The North Coast line north from Brisbane, reached Maryborough in August 1881, Howard in March 1883 and Goodwood, to the south of Bundaberg, in August 1887. The Isis branch railway line was approved for construction by the Parliament of Queensland in September 1885.

The first section branched in a westerly direction from the North Coast line south of Goodwood at Isis Junction. Opened on 31 October 1887, Childers formed at the terminus and stops were established en route at Bootharh, Horton and Doolbi. The Childers station site is now part of the Isis District State High School grounds. The line enabled development of sugarcane production in the region and a short extension northwest via Huxley, Lynwood and Kowbi to Cordalba opened on 1 June 1896. Kowbi was originally named Hapsburg, but following a large upswell of Anti-German sentiment in Australia after World War I it was changed to the local Aboriginal name for "sugar" . The line serviced early sugar mills at Knockroe (near Kowbi), Huxley and Doolbi until they were taken over by the Isis Central Mill.

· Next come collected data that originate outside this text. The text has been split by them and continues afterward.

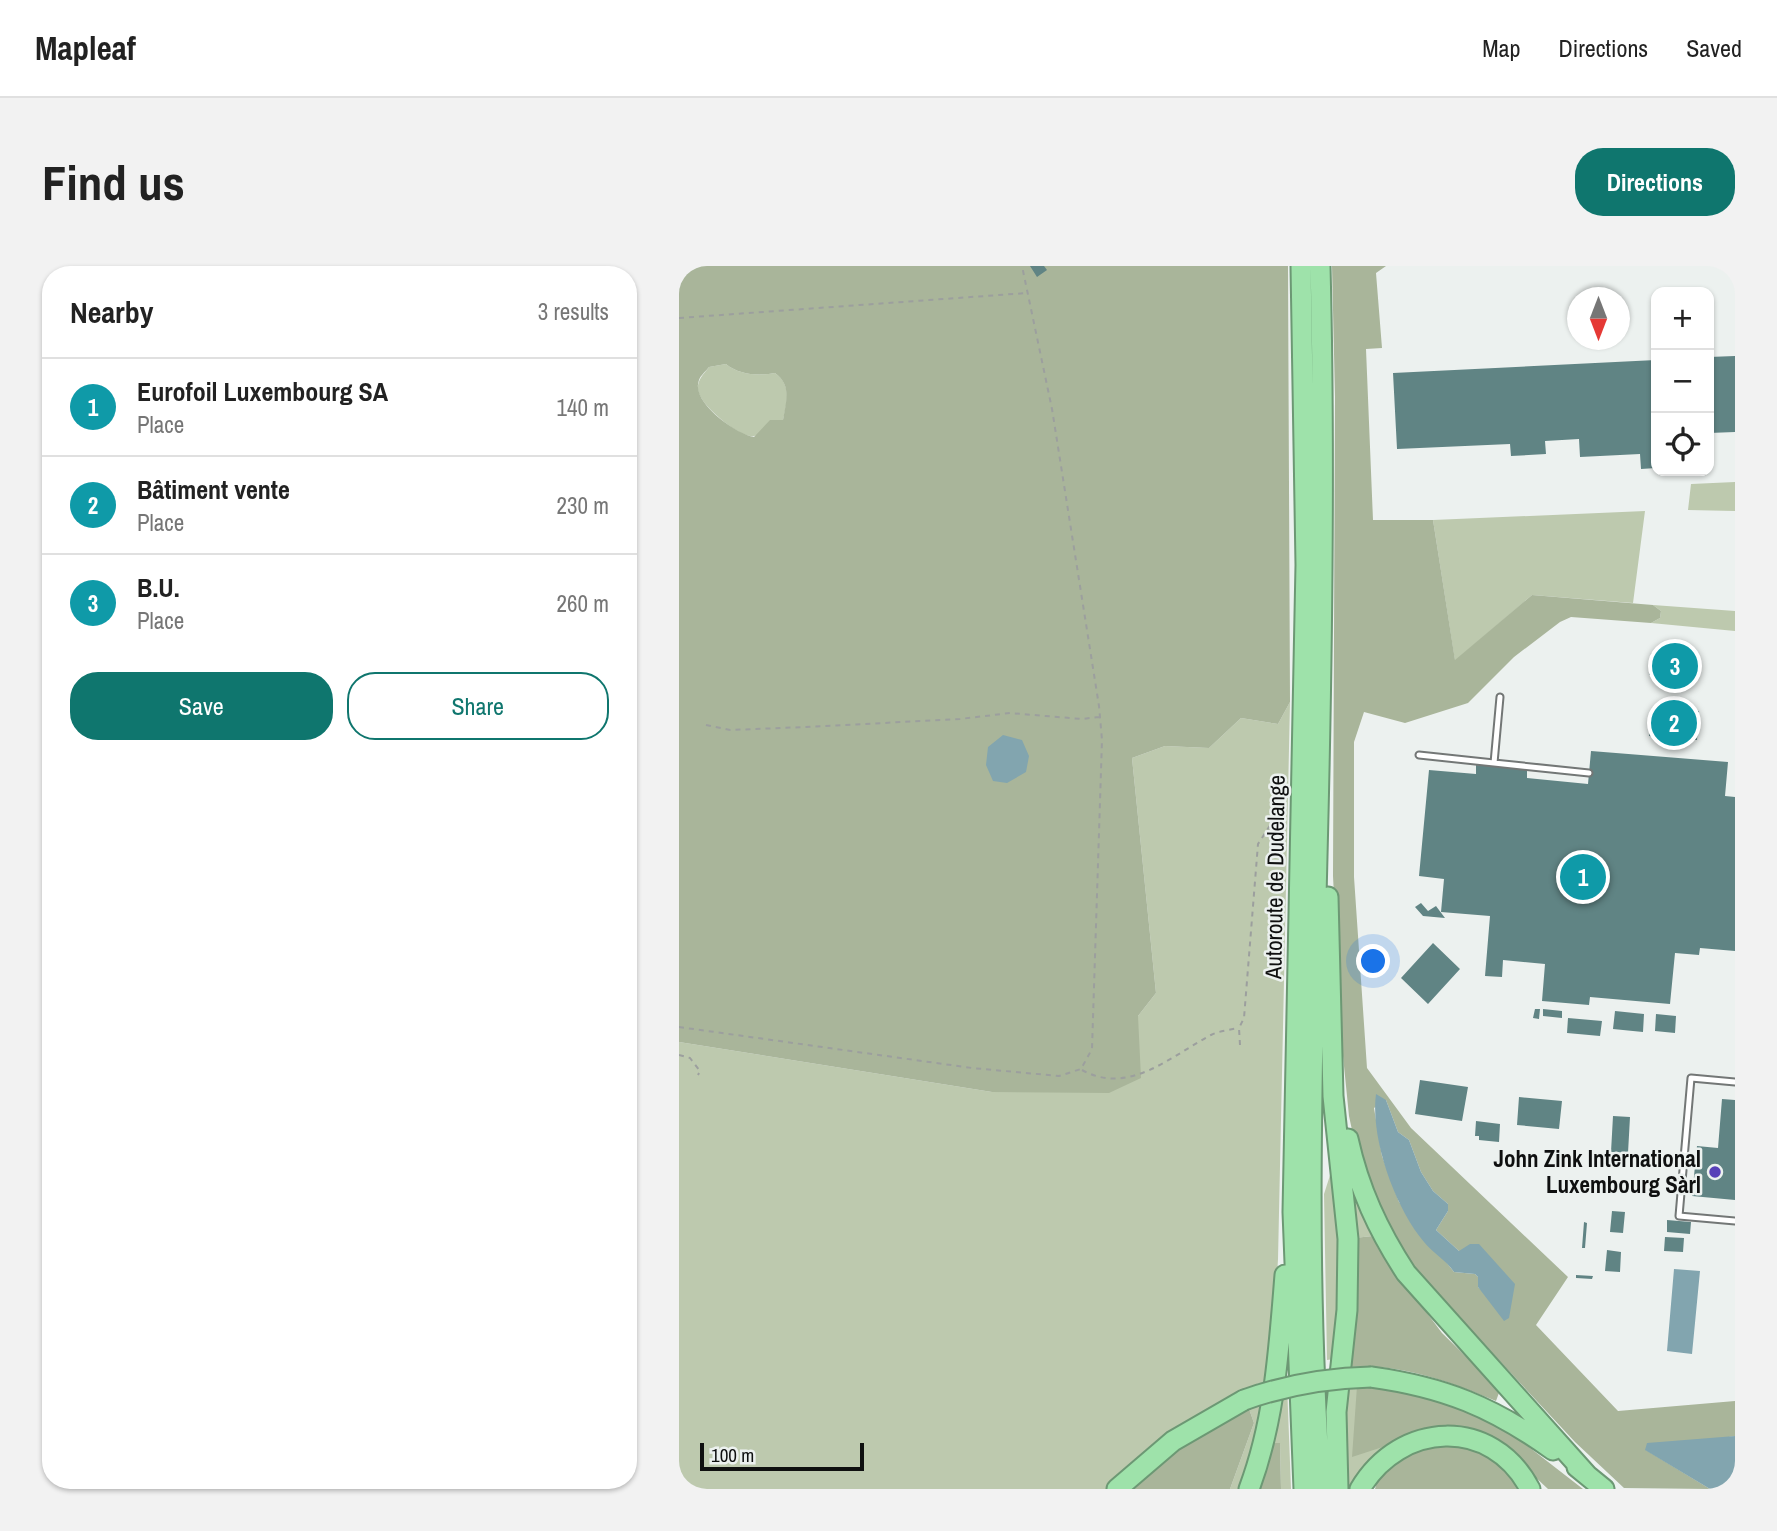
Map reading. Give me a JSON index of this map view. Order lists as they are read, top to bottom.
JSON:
{
  "streets": {
    "highway": ["Autoroute de Dudelange"]
  },
  "places": ["John Zink International Luxembourg Sàrl"],
  "scale_bar": "100 m",
  "north": "bottom",
  "page": {
    "header": "Mapleaf",
    "nav": ["Map", "Directions", "Saved"],
    "buttons": [
      "Directions",
      ["Save", "Share"]
    ],
    "title": "Find us",
    "heading": ["Nearby", "3 results"],
    "map_buttons": ["+", "−"],
    "list": [
      {
        "mark": "1",
        "name": "Eurofoil Luxembourg SA",
        "note": "Place",
        "value": "140 m"
      },
      {
        "mark": "2",
        "name": "Bâtiment vente",
        "note": "Place",
        "value": "230 m"
      },
      {
        "mark": "3",
        "name": "B.U.",
        "note": "Place",
        "value": "260 m"
      }
    ],
    "pins": ["3", "2", "1"],
    "scale": "100 m"
  }
}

Another fifty kilometre extension southwest to Dallarnil was approved in December 1909 and opened on 6 May 1913. En route stops were built at Thynne, Marule, Junien, Booyal, Munderbong, Tawah, Stanton and Kukar. However, much of the area was infertile and the prospect of agricultural development was overestimated. Small quantities of sugarcane, railway sleepers, cream, lime and cattle were carried but only in spasmodic fashion.

Two trains a week were enough to meet the low volume of traffic and the service beyond Cordalba ceased on 1 July 1955. The Isis Central Mill purchased the Cordalba-Dallarnil section for intended conversion to 2 feet tramway but road transport was preferred. The rest of the line closed on 1 July 1964 in response to transport of bulk sugar by road and sugarcane by mill owned tramways.